WHAT TO DO:
State the number of lines in the records beneath that hold the word "Horum", and add nothing.

==== RECORDS PROVIDED ====

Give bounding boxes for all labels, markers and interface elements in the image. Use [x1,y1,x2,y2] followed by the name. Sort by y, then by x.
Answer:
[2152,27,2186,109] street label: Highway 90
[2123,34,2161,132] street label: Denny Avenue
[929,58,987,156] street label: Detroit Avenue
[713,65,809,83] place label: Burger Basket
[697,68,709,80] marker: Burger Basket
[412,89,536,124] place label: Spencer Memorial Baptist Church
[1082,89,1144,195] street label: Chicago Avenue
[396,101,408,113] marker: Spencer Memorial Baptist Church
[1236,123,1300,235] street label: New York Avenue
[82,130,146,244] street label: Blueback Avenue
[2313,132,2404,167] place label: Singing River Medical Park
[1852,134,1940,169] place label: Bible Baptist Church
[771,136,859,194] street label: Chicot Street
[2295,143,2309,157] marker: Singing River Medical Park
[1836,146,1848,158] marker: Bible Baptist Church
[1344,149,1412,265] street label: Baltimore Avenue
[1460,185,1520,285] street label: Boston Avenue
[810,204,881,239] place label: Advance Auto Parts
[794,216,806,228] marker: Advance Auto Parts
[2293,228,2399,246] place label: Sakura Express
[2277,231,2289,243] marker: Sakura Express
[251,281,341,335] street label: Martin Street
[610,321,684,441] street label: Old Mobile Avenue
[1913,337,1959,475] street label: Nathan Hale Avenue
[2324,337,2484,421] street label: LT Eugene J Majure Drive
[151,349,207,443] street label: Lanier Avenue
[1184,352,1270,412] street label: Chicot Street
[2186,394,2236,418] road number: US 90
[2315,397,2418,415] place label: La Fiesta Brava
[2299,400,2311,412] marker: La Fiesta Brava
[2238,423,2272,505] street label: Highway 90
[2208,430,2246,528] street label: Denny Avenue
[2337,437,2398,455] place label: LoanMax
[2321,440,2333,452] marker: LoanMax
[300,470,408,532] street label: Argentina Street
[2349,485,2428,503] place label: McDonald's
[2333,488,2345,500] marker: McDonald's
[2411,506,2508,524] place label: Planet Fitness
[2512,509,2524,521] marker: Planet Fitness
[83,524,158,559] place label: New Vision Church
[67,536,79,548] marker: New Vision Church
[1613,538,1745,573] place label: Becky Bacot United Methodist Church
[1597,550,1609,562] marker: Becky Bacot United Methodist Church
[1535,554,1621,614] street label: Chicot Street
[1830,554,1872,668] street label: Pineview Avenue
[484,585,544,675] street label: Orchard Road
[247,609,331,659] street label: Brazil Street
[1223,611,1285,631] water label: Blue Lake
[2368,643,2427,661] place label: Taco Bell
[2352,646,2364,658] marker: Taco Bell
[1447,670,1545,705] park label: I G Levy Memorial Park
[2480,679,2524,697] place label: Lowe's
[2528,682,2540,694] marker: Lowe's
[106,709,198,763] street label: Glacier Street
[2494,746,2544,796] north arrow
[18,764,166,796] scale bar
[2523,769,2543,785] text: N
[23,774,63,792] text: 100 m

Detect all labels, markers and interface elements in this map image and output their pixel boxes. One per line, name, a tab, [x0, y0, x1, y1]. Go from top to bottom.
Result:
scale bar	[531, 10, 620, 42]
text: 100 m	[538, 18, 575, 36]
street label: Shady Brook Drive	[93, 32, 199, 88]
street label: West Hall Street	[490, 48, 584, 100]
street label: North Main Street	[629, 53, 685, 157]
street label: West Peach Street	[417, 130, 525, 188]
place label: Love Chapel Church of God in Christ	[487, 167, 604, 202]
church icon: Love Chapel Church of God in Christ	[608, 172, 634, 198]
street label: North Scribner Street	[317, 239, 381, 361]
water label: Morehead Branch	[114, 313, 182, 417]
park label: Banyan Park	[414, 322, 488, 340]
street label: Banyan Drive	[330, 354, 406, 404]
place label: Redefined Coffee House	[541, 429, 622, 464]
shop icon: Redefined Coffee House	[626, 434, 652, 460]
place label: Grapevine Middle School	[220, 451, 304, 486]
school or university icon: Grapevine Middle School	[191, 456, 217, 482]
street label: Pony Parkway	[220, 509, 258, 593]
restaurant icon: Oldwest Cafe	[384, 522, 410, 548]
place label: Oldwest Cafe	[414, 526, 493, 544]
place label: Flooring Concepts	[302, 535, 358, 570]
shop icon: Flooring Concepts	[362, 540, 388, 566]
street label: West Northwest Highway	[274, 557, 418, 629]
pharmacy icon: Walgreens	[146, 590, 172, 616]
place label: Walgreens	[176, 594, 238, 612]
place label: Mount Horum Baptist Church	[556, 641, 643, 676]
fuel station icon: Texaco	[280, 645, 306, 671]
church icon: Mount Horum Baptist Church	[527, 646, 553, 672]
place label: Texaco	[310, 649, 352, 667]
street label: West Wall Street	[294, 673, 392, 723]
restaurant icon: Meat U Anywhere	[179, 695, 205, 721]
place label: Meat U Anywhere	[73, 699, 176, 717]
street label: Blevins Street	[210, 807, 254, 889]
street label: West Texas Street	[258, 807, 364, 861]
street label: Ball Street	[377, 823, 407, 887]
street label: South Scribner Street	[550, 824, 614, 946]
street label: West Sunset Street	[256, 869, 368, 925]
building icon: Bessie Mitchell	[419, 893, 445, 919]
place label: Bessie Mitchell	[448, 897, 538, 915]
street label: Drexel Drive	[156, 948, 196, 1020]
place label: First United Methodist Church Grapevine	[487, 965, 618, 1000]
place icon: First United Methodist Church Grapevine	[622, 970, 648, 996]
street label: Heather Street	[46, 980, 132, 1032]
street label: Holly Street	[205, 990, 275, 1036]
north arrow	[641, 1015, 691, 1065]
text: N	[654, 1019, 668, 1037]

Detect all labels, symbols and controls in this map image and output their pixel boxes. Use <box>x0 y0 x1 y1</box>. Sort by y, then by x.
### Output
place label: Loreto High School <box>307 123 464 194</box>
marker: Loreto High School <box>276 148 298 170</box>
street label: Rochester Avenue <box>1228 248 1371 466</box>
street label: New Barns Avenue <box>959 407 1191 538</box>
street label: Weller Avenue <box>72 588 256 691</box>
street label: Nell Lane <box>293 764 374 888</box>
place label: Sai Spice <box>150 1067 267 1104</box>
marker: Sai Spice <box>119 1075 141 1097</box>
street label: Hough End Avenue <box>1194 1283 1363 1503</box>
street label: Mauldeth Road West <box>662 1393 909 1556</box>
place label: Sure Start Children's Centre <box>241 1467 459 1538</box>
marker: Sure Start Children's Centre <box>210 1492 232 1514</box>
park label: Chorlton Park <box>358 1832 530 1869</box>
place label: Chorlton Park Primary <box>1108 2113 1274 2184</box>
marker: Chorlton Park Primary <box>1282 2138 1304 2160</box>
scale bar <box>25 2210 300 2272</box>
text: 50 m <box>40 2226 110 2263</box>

====

YOUR RESPONSE:
2